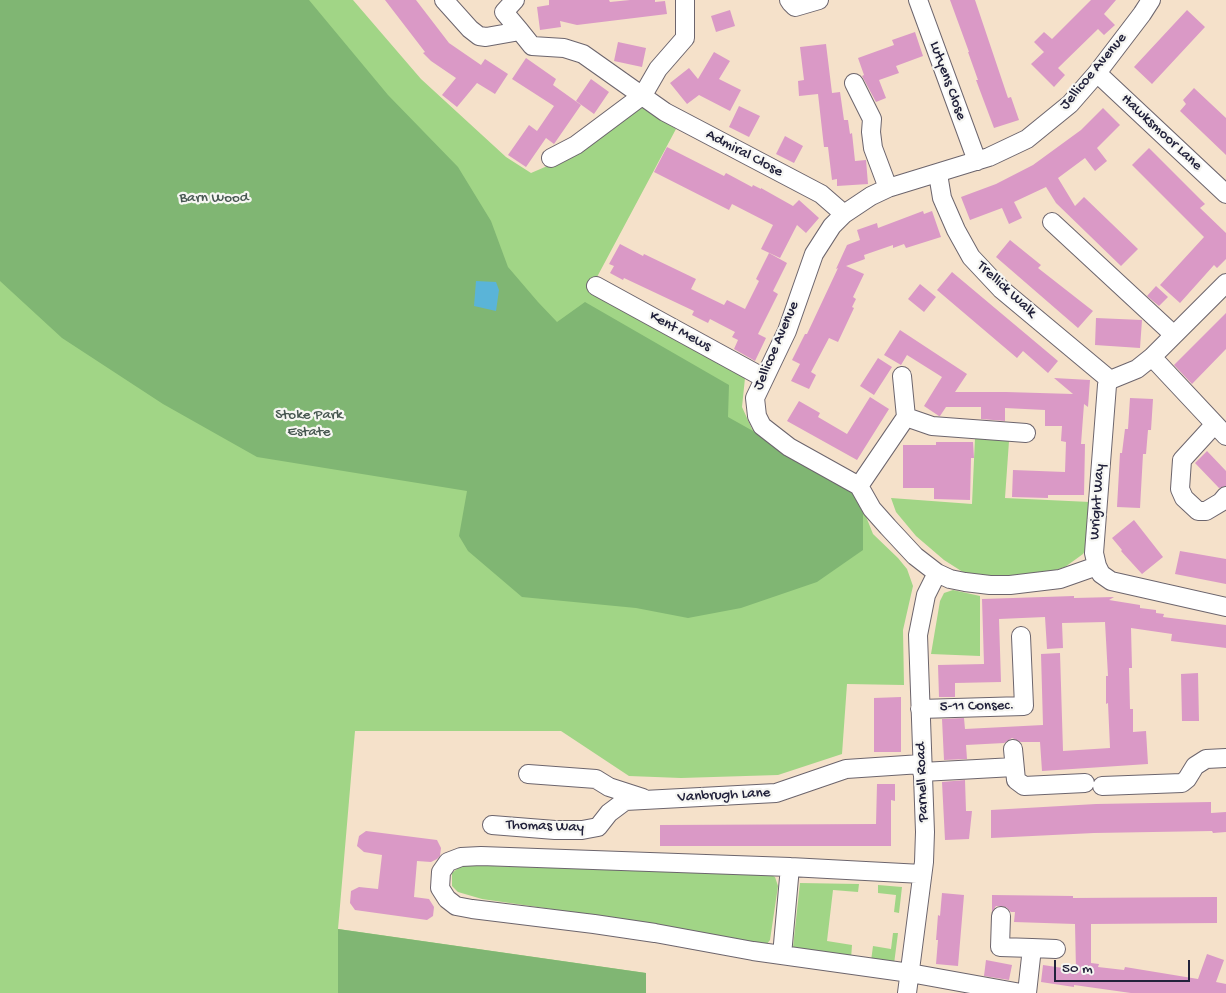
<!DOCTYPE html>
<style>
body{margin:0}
#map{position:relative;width:1226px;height:993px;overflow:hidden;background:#f5e1ca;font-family:"Gochi Hand",sans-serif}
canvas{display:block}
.scale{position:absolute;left:1054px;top:960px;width:136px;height:22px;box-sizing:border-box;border:2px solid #22223b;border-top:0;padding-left:6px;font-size:15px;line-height:18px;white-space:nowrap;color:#22223b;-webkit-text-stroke:4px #f6f6f2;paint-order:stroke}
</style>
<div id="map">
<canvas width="1226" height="993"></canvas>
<div class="scale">50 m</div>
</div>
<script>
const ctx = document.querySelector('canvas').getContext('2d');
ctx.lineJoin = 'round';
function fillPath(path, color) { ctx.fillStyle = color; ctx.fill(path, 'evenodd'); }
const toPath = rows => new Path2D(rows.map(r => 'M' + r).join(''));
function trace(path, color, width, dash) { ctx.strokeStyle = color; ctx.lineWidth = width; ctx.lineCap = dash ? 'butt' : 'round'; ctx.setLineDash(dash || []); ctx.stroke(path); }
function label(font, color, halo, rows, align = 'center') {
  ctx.font = font + ' "Gochi Hand",sans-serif'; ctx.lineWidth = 4.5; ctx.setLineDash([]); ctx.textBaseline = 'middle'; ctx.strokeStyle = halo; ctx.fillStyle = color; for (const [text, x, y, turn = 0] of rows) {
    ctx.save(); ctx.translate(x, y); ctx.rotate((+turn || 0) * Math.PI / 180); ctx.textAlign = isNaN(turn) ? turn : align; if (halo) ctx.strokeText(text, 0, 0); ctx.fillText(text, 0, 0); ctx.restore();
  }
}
fillPath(toPath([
 [0,0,353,0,421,79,506,157,531,173,552,164,636,104,676,129,589,292,745,378,742,407,752,429,835,477,863,509,873,534,898,558,907,569,913,586,903,630,904,685,847,684,842,754,778,775,681,778,629,776,561,731,355,731,338,929,646,973,646,993,0,993],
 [975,438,1009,441,1005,498,1090,502,1087,547,1083,554,1065,567,1042,574,997,579,966,574,944,560,916,536,896,512,891,498,972,504],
 [953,590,980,596,980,656,931,654,940,601,944,593],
 [462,865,771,875,775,877,778,886,770,940,767,944,757,945,565,911,482,899,458,892,452,886,452,873],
 [800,883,859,884,858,892,833,890,827,941,852,945,851,959,793,947],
 [878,885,902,887,899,913,894,912,896,895,878,893],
 [893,933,898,933,894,964,871,961,873,946,891,949]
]), '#a1d586');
fillPath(toPath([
 [0,0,309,0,388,95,458,167,491,221,508,267,538,302,557,322,585,302,729,385,728,417,835,477,853,493,863,509,863,550,817,582,741,608,688,618,636,608,522,597,468,551,459,536,467,491,257,457,163,404,62,338,0,281],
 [338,929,646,973,646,993,338,993]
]), '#80b673');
fillPath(toPath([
 [476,281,496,282,499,290,496,311,474,306]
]), '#5ab4d8');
fillPath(toPath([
 [385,0,416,0,449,43,481,65,485,59,508,74,495,94,477,83,457,107,442,95,456,78,431,61,423,53,425,52],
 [549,0,609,0,610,2,630,0,655,0,655,2,665,1,667,14,577,25,560,21,561,27,540,30,537,7,549,5],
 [950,0,975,0,1008,98,1011,97,1019,120,994,128,976,80,978,80,968,52,969,52],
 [1091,0,1116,0,1104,14,1115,25,1104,35,1098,29,1058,68,1065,75,1054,87,1031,64,1044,52,1034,42,1044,32,1052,39],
 [730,10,735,26,716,32,711,16],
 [1187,10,1205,27,1152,84,1134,67],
 [915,32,923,56,896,66,899,73,879,80,886,98,876,102,862,76,864,75,858,58,894,45,892,40],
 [618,42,646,48,642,67,614,61],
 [826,44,832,93,840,92,844,120,848,120,850,134,852,133,855,161,866,160,868,184,837,186,837,179,832,180,828,147,824,147,818,94,799,96,798,81,804,80,800,47],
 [714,52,730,61,719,79,741,90,730,111,699,95,687,104,670,83,689,68,698,79],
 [526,58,556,79,553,85,581,105,554,144,546,138,526,167,508,155,529,125,537,131,554,106,512,79],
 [591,79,609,92,594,114,576,101],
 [1194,88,1226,118,1226,155,1180,111,1186,104,1183,100],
 [739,106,760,116,749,137,729,127],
 [1103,108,1120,125,1097,148,1107,161,1095,171,1085,158,1058,178,1075,206,1084,197,1138,249,1121,266,1056,203,1046,187,1014,202,1022,218,1009,224,1002,208,970,220,961,197,996,184,1033,165,1081,130],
 [785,136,803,146,794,163,776,154],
 [667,147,724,176,726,173,752,187,753,185,761,189,761,188,793,206,799,200,819,218,806,233,797,225,780,258,761,249,773,225,732,204,729,210,654,172],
 [1149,148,1205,204,1200,208,1226,233,1226,259,1217,268,1214,265,1180,303,1160,285,1204,237,1132,165],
 [923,211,924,214,932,211,941,237,906,248,904,244,893,248,893,245,864,255,865,259,846,266,864,274,853,297,856,299,852,307,854,308,838,342,829,338,811,372,816,375,809,389,791,381,800,364,792,360,805,334,807,334,838,268,836,269,847,245,860,240,857,230,877,223,878,228],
 [1010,240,1041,265,1038,268,1093,311,1078,328,996,257],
 [620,244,643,256,644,254,696,279,691,289,724,305,727,300,745,309,759,281,756,279,769,253,787,263,773,291,778,294,758,334,766,338,755,361,734,349,738,340,732,337,735,332,710,319,708,323,692,315,694,311,624,278,623,280,610,273,614,266,609,264],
 [952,272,1058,361,1048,373,1023,351,1017,358,937,290],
 [920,284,936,297,924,312,908,299],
 [1156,286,1168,297,1159,306,1147,296],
 [1226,313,1226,349,1192,384,1174,365],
 [1096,318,1142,320,1140,348,1095,345],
 [900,330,967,374,955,392,1006,392,1073,394,1054,378,1090,380,1088,407,1084,404,1081,444,1085,444,1084,495,1048,495,1048,498,1012,497,1013,470,1065,472,1066,442,1061,441,1062,426,1045,426,1045,410,1005,408,1005,421,981,419,981,407,946,407,940,416,939,416,924,406,942,377,907,355,901,365,884,355],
 [878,358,892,367,874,395,860,386],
 [870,397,889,409,857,460,787,421,799,401,820,413,818,417,847,434],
 [1130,398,1153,399,1151,430,1148,430,1146,454,1143,454,1140,508,1117,507,1120,453,1122,453,1125,429,1128,429],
 [936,442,973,442,974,458,971,458,970,500,934,499,934,488,903,488,903,445,936,445],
 [1207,451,1226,471,1226,486,1219,488,1195,463],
 [1134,520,1163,557,1142,574,1121,551,1122,550,1112,538],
 [1180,551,1226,559,1226,584,1175,574],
 [1074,596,1074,598,1114,597,1109,600,1140,605,1140,608,1156,610,1156,613,1164,614,1163,617,1226,625,1226,648,1171,641,1172,634,1131,628,1132,668,1129,668,1130,709,1133,709,1133,732,1146,731,1148,764,1042,771,1040,742,1021,742,1012,738,1004,743,966,745,967,759,944,760,942,719,964,718,965,729,1043,725,1041,654,1060,653,1063,751,1110,748,1108,703,1106,704,1106,676,1108,676,1105,622,1062,623,1063,648,1047,649,1045,617,999,619,1001,682,955,683,955,697,939,697,938,665,984,664,982,599],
 [1198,673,1199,721,1182,721,1181,674],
 [901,697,901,752,874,752,874,698],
 [965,780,966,811,972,811,969,839,945,840,942,782],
 [877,784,895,784,895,801,891,800,891,846,660,846,660,825,876,824],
 [1211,802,1211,813,1226,812,1226,832,1213,833,1212,831,1094,833,991,838,991,810,1096,804],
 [366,831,437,840,441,848,440,856,437,859,431,862,417,861,414,897,429,899,434,907,433,916,427,920,355,910,350,903,351,891,359,887,378,889,382,855,364,852,357,846,359,836],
 [942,893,964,895,958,966,936,964,938,940,936,940,937,928,938,915,940,916],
 [992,895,1073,896,1073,898,1217,897,1217,923,1091,924,1091,963,1099,964,1098,967,1124,970,1125,967,1198,979,1207,954,1224,960,1216,982,1226,984,1226,993,1131,993,1074,985,1074,987,1041,982,1043,965,1076,970,1075,924,1014,922,1015,912,1011,912,1006,907,996,906,992,912],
 [986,960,1012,965,1009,980,984,976]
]), '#da99c6');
const minor = toPath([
 [444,0,470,29,479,36,486,37,520,31,504,12,515,0],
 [789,0,791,3,795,7,819,0],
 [918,0,977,161],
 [520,31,532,46,564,48,583,54,665,112,821,194,844,214],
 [1097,73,1226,194],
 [854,83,872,119,871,132,873,148,888,188],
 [551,158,576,145,643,95,658,69,685,38,685,0],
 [938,174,942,198,956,230,971,257,1001,289,1110,380],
 [1052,222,1174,335],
 [1226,283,1152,357,1137,369,1110,380,1107,385,1094,553,1097,566,1101,574,1111,581,1226,607],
 [596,286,764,378],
 [1152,357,1226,436],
 [906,417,932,426,1026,433],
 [1214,425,1182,460,1180,489,1184,498,1198,511,1206,511,1221,502,1226,496],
 [859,486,906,417,902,376],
 [1097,566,1060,579,1010,585,990,585,965,582,950,579,937,573,915,556,888,527,872,509,859,486,789,447,762,426,757,416,755,398,787,331,814,254,832,226,844,214,871,196,888,188,989,157,1027,139,1070,104,1097,73,1142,14,1151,0],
 [920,709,1024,706,1021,636],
 [1013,749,1016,780,1024,786,1085,783],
 [922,772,1014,767],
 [528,774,596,779,609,787,643,798],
 [1102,786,1182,783,1187,779,1195,766,1206,759,1226,758],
 [492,825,555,830,582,830,598,827,609,813,625,801,776,793,846,769,921,764],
 [922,874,790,867,481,856,461,857,448,862,441,872,440,888,447,899,456,906,472,909,594,924,655,933,753,951,910,973,1021,993],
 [1001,916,1000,947,1032,948],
 [782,955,790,867],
 [907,993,924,862,925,832,918,635,926,595,937,573],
 [1027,993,1032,948,1056,949]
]);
trace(minor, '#6c656d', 20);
trace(minor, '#fff', 18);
label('15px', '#22223b', '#f6f6f2', [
 ["Jellicoe Avenue",1094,72,-50],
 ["Lutyens Close",947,81,70],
 ["Hawksmoor Lane",1161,133,43],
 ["Admiral Close",744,154,28],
 ["Trellick Walk",1006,290,43],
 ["Kent Mews",680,332,29],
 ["Jellicoe Avenue",777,346,-67],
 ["Wright Way",1098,502,-86],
 ["5-11 Consec.",977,707,-1],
 ["Parnell Road",923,782,-92],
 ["Vanbrugh Lane",724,796,-3],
 ["Thomas Way",545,827,2]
]);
label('15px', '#485852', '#f6f6f2', [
 ["Barn Wood",214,199],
 ["Stoke Park",309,416],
 ["Estate",309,433]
]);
</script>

[Exercise goal] Wherever the string "lineWidth" occurs in the entries, copy that whole line.

[Output for this exercise]
function trace(path, color, width, dash) { ctx.strokeStyle = color; ctx.lineWidth = width; ctx.lineCap = dash ? 'butt' : 'round'; ctx.setLineDash(dash || []); ctx.stroke(path); }
  ctx.font = font + ' "Gochi Hand",sans-serif'; ctx.lineWidth = 4.5; ctx.setLineDash([]); ctx.textBaseline = 'middle'; ctx.strokeStyle = halo; ctx.fillStyle = color; for (const [text, x, y, turn = 0] of rows) {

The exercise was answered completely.